By doing this, you force Perl to store the matched string into the $1 variable. The $1 variable can be considered as pattern memory.

This introduction to pattern components describes most of the details you need to know in order to create your own patterns or regular expressions. However, some of the components deserve a bit more study. The next few sections look at character classes, quantifiers, pattern memory, pattern precedence, and the extension syntax. Then the rest of the chapter is devoted to showing specific examples of when to use the different components.

Example: Character Classes

A character class defines a type of character. The character class [0123456789] defines the class of decimal digits, and [0-9a-f] defines the class of hexadecimal digits. Notice that you can use a dash to define a range of consecutive characters. Character classes let you match any of a range of characters; you don't know in advance which character will be matched. This capability to match non-specific characters is what meta-characters are all about.

You can use variable interpolation inside the character class, but you must be careful when doing so. For example,

$_ = "AAABBBccC";
$charList = "ADE";
print "matched" if m/[$charList]/;

will display

matched

This is because the variable interpolation results in a character class of [ADE]. If you use the variable as one-half of a character range, you need to ensure that you don't mix numbers and digits. For example,

$_ = "AAABBBccC";
$charList = "ADE";
print "matched" if m/[$charList-9]/;

will result in the following error message when executed:

/[ADE-9]/: invalid [] range in regexp at test.pl line 4.

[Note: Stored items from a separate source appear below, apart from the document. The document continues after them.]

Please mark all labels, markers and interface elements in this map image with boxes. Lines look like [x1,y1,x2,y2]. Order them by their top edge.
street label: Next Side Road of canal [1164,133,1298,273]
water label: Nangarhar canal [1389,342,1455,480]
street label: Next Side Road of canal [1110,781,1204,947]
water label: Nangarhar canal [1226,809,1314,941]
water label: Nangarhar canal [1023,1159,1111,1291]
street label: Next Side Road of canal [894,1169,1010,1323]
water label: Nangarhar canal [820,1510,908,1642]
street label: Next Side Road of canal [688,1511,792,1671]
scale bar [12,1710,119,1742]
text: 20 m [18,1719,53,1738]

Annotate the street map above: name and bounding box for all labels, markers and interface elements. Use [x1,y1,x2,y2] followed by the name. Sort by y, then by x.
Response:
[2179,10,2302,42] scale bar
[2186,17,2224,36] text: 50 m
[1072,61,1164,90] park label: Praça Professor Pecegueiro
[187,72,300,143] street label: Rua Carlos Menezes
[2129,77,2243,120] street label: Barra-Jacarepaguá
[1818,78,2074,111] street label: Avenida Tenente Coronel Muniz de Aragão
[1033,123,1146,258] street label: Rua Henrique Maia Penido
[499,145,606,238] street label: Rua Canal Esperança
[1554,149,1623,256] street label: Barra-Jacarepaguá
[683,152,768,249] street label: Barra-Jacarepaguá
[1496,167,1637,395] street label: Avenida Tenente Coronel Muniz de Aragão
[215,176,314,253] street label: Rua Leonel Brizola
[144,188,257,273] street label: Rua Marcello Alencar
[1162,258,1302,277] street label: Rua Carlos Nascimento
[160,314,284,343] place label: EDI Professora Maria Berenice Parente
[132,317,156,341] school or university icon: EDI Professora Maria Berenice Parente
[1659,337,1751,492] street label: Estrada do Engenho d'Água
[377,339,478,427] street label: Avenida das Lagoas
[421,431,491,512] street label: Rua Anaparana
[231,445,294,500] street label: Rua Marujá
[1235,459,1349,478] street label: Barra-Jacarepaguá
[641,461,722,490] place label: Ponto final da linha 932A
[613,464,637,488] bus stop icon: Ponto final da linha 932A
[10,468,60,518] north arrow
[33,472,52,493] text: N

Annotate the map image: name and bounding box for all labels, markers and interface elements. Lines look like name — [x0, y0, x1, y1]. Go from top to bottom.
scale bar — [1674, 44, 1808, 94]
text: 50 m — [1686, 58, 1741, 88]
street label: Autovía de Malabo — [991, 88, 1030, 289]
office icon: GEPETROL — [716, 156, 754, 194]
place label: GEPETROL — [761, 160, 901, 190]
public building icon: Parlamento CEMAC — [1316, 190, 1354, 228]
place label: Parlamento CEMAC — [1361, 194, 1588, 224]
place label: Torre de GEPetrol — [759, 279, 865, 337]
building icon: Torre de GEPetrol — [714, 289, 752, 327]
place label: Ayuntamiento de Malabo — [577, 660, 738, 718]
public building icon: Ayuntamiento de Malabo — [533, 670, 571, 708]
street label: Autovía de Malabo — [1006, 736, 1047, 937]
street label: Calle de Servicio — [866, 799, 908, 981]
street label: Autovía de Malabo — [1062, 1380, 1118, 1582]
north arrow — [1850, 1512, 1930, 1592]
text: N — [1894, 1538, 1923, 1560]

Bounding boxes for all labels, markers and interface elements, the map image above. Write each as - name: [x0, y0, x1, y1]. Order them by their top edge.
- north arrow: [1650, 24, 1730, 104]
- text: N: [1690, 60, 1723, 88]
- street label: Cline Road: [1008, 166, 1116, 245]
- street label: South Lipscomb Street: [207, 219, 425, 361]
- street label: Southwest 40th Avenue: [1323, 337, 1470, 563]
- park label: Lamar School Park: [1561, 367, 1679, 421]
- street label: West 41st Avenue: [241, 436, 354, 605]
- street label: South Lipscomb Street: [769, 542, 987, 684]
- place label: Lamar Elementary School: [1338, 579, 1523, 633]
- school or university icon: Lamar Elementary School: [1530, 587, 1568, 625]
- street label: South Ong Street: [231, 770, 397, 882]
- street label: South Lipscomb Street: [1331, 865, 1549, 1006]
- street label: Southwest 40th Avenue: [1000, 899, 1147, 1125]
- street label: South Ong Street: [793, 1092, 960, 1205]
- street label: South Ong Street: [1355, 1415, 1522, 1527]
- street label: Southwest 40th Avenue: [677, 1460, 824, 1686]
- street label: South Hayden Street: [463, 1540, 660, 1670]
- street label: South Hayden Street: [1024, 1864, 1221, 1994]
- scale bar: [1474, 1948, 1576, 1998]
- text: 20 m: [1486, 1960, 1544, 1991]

At times, it's necessary to match on any character except for a given character list. This is done by complementing the character class with the caret. For example,

$_ = "AAABBBccC";
print "matched" if m/[^ABC]/;

will display nothing. This match returns true only if a character besides A, B, or C is in the searched string. If you complement a list with just the letter A,

$_ = "AAABBBccC";
print "matched" if m/[^A]/;

then the string "matched" will be displayed because B and C are part of the string-in other words, a character besides the letter A.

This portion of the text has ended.